I am wondering why I have this behavior, that seems counter intuitive to me:

iex(1)> "x" > "a"
iex(2)> "X" > "a"

When I sort a list of strings, I don’t expect this result

iex(1)> Enum.sort(["b", "a", "X"])
["X", "a", "b"]

I didn’t find in the documentation where this behavior is explained.

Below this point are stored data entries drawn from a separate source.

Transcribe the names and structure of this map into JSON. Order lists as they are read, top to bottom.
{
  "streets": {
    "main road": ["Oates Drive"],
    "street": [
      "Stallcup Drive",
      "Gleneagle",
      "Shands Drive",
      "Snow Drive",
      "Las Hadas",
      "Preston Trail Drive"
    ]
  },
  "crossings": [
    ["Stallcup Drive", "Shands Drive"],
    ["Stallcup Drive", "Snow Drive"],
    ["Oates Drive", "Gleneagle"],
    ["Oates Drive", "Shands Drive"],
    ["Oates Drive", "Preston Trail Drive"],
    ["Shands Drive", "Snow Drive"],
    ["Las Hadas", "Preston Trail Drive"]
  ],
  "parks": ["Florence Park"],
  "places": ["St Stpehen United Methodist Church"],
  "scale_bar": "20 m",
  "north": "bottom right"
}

If somebody knows, I’m interested :slight_smile:

Bitstrings are compared byte by byte, incomplete bytes are compared bit by bit.

Uppercase letters use smaller byte values than lowercase ones.

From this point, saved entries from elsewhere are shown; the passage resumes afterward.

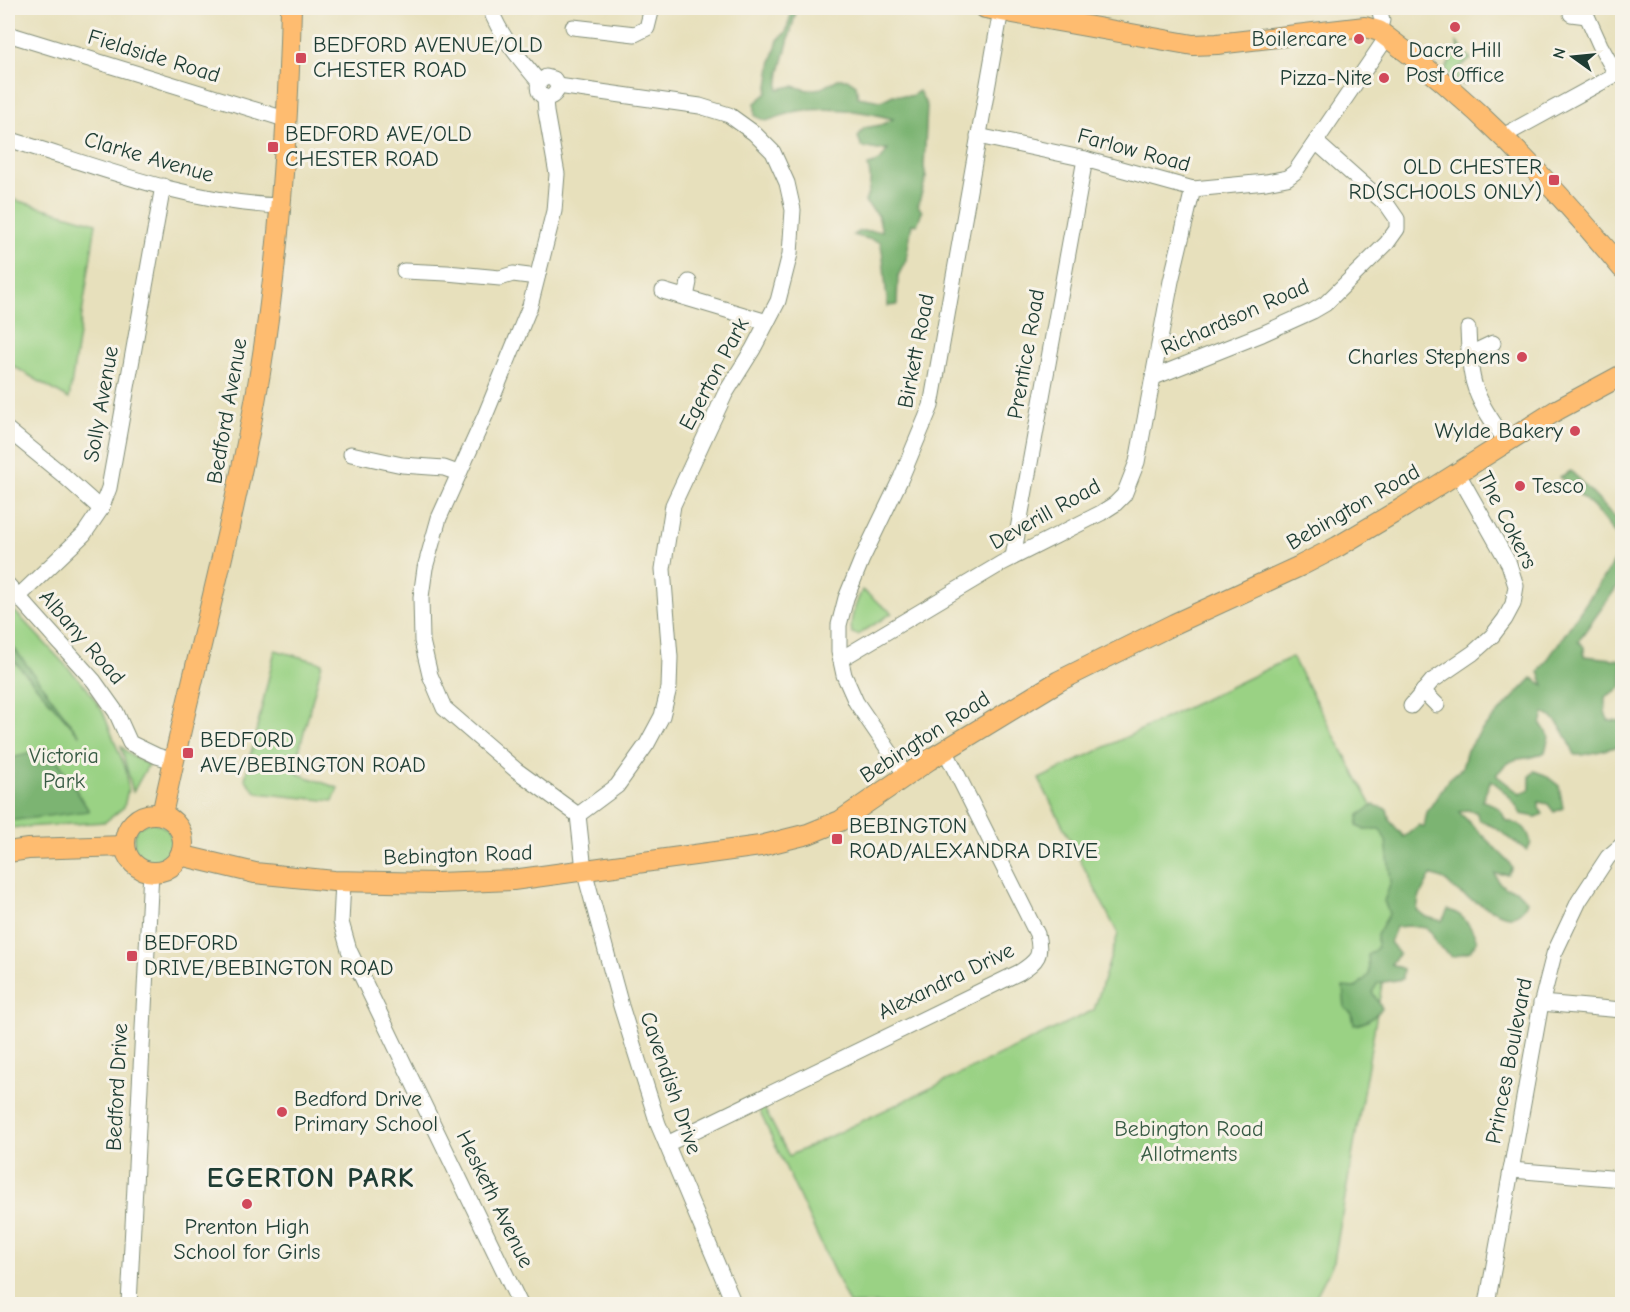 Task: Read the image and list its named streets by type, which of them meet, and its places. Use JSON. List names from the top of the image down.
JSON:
{
  "streets": {
    "main road": ["Bedford Avenue", "Bebington Road"],
    "street": [
      "Fieldside Road",
      "Farlow Road",
      "Clarke Avenue",
      "Richardson Road",
      "Birkett Road",
      "Prentice Road",
      "Egerton Park",
      "Solly Avenue",
      "Deverill Road",
      "The Cokers",
      "Albany Road",
      "Alexandra Drive",
      "Princes Boulevard",
      "Cavendish Drive",
      "Bedford Drive",
      "Hesketh Avenue"
    ]
  },
  "crossings": [
    ["Fieldside Road", "Bedford Avenue"],
    ["Farlow Road", "Richardson Road"],
    ["Farlow Road", "Birkett Road"],
    ["Farlow Road", "Prentice Road"],
    ["Farlow Road", "Deverill Road"],
    ["Clarke Avenue", "Solly Avenue"],
    ["Clarke Avenue", "Bedford Avenue"],
    ["Richardson Road", "Deverill Road"],
    ["Birkett Road", "Bebington Road"],
    ["Birkett Road", "Deverill Road"],
    ["Prentice Road", "Deverill Road"],
    ["Solly Avenue", "Albany Road"],
    ["Bedford Avenue", "Bebington Road"],
    ["Bedford Avenue", "Albany Road"],
    ["Bedford Avenue", "Bedford Drive"],
    ["Bebington Road", "The Cokers"],
    ["Bebington Road", "Alexandra Drive"],
    ["Bebington Road", "Cavendish Drive"],
    ["Bebington Road", "Bedford Drive"],
    ["Bebington Road", "Hesketh Avenue"],
    ["Alexandra Drive", "Cavendish Drive"]
  ],
  "districts": ["EGERTON PARK"],
  "parks": ["Victoria Park", "Bebington Road Allotments"],
  "places": {
    "other": [
      "Dacre Hill Post Office",
      "Boilercare",
      "Pizza-Nite",
      "Charles Stephens",
      "Wylde Bakery",
      "Tesco",
      "Bedford Drive Primary School",
      "Prenton High School for Girls"
    ],
    "transit": [
      "BEDFORD AVENUE/OLD CHESTER ROAD",
      "BEDFORD AVE/OLD CHESTER ROAD",
      "OLD CHESTER RD(SCHOOLS ONLY)",
      "BEDFORD AVE/BEBINGTON ROAD",
      "BEBINGTON ROAD/ALEXANDRA DRIVE",
      "BEDFORD DRIVE/BEBINGTON ROAD"
    ]
  },
  "north": "left"
}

How do you easily sort by alphabetical order then?

Just off the cuff… maybe something like this.

iex(4)> Enum.sort(["b", "X", "a"], &(String.downcase(&1) <= String.downcase(&2)))
["a", "b", "X"]

There could be some string handling caveats that I’m not thinking about, but it’s the general idea.


JavaScript has the same behavior as well:

["a", "b", "X"].sort();          // ["X", "a", "b"]

Internally the Ascii values are being compared, which you can check in iex:

iex(15)> 'X'
iex(16)> 'a'
iex(17)> 'x'

So, always convert to lowercase before comparing, to avoid running into edge cases.

For instance, see UpperCase win:

iex(22)> ["derpycoder", "Derpycoder", "DerpyCoder"] |> Enum.sort()
["DerpyCoder", "Derpycoder", "derpycoder"]

See the answer by @sbuttgereit.

1 Like

And also be aware that if you are sorting non-ASCII strings then you should also normalise the string first. For example String.downcase(string) |> String.normalize(:nfkd).

Lastly, collation rules are language and culture dependent even for the same strings so depending on what you’re trying to do this is a much more complex topic than it seems on the surface.


Very interesting, thanks for all those details. Much more complex topic than what I expected indeed!